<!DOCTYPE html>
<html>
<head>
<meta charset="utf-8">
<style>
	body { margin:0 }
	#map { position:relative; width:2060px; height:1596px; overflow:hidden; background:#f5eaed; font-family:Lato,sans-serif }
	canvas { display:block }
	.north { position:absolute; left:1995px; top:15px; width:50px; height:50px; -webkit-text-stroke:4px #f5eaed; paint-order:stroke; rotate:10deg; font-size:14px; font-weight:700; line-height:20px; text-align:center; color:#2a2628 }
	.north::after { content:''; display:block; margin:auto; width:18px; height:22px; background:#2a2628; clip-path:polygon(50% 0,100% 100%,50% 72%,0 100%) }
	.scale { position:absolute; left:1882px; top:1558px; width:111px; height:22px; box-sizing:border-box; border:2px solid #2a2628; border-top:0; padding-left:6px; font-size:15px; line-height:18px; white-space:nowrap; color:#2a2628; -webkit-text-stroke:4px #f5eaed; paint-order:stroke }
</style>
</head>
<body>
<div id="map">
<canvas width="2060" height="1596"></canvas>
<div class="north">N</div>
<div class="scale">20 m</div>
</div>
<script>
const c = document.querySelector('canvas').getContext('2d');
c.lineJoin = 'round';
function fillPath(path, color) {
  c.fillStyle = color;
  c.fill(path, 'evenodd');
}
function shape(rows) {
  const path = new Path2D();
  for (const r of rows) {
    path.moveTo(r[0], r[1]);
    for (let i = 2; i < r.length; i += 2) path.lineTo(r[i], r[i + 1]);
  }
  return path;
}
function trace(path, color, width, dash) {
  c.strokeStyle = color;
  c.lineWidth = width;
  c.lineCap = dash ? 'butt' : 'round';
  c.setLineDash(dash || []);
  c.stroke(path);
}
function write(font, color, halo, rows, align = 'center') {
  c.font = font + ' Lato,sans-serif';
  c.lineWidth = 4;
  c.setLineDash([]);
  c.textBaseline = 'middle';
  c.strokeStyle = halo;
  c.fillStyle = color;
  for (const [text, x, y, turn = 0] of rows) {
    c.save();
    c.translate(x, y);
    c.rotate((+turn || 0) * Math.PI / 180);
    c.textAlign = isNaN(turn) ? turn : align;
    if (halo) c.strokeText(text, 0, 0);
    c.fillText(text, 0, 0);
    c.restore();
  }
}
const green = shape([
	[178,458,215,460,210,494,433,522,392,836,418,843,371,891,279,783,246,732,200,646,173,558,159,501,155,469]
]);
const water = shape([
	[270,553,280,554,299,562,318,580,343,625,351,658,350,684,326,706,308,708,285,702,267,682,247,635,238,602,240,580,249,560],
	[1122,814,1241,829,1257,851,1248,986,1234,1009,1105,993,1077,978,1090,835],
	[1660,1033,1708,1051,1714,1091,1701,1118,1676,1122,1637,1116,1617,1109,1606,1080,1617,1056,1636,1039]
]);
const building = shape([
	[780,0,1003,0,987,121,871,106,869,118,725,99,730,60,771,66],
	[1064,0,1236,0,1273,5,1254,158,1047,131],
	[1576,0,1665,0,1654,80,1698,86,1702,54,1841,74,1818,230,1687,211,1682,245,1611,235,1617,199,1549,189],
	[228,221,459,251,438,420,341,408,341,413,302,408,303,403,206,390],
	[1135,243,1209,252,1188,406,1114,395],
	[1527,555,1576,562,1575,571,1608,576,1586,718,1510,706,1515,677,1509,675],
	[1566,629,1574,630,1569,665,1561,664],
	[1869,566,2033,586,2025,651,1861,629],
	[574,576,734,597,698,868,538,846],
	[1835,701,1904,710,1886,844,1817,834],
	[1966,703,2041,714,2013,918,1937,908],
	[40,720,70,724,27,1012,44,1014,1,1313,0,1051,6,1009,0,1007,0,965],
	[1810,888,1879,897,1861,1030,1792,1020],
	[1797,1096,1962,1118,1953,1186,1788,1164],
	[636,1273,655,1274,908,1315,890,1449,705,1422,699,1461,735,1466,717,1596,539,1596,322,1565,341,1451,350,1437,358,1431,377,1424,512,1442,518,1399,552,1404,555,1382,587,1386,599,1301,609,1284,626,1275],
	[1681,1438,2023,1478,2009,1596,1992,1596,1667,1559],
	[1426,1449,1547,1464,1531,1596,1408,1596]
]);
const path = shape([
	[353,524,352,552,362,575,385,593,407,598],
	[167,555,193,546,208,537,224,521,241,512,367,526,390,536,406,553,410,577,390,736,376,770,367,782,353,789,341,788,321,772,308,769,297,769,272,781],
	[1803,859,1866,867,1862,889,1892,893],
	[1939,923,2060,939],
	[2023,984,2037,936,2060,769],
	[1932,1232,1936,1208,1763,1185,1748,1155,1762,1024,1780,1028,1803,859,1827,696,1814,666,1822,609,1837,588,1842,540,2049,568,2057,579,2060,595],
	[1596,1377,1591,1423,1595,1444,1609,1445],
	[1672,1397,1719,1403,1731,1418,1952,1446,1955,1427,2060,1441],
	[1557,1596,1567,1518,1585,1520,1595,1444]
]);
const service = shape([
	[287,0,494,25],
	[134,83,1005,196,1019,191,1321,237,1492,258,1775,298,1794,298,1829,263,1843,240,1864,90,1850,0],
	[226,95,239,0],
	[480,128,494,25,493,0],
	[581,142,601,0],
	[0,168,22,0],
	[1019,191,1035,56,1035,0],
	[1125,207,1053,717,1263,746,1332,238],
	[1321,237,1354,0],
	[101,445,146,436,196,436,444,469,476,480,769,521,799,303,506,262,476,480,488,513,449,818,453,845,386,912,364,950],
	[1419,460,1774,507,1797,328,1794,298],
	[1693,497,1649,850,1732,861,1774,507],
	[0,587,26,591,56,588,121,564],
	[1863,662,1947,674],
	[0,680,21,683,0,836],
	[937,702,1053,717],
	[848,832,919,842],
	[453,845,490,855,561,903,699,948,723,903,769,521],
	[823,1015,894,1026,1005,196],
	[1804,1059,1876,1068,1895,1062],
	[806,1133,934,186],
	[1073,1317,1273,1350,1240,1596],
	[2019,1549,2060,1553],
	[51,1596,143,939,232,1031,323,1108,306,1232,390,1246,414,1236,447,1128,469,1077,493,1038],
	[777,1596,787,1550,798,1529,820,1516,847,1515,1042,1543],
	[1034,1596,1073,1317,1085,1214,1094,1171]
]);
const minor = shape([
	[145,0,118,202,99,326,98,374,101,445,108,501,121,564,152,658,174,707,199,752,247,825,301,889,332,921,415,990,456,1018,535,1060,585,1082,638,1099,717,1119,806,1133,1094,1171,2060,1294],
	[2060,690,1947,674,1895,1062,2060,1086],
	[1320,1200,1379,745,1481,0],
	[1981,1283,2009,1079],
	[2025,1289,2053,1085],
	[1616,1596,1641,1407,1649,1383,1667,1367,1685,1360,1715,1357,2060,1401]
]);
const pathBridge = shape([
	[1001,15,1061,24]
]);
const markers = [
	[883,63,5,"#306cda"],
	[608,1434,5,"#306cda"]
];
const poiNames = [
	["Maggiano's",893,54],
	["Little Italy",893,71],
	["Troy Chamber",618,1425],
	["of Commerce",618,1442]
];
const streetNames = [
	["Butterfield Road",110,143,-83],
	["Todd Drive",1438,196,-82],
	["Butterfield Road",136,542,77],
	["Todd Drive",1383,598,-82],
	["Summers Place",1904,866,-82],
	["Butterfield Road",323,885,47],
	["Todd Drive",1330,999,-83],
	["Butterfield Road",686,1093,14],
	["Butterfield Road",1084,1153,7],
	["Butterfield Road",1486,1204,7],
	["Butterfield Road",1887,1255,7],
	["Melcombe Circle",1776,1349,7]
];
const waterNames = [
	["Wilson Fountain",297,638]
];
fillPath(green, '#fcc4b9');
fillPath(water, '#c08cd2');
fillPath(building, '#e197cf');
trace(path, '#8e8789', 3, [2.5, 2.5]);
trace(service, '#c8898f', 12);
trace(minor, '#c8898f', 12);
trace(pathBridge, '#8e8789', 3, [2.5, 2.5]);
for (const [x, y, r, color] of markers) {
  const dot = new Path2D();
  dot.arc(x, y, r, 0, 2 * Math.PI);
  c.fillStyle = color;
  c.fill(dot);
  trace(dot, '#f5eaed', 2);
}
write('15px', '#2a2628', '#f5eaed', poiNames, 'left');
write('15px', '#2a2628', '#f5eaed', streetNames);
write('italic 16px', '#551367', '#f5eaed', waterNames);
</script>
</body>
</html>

> Your objective:
For the records above, state the count of lines where "canvas" appears, without any other text.

> Task solution:
3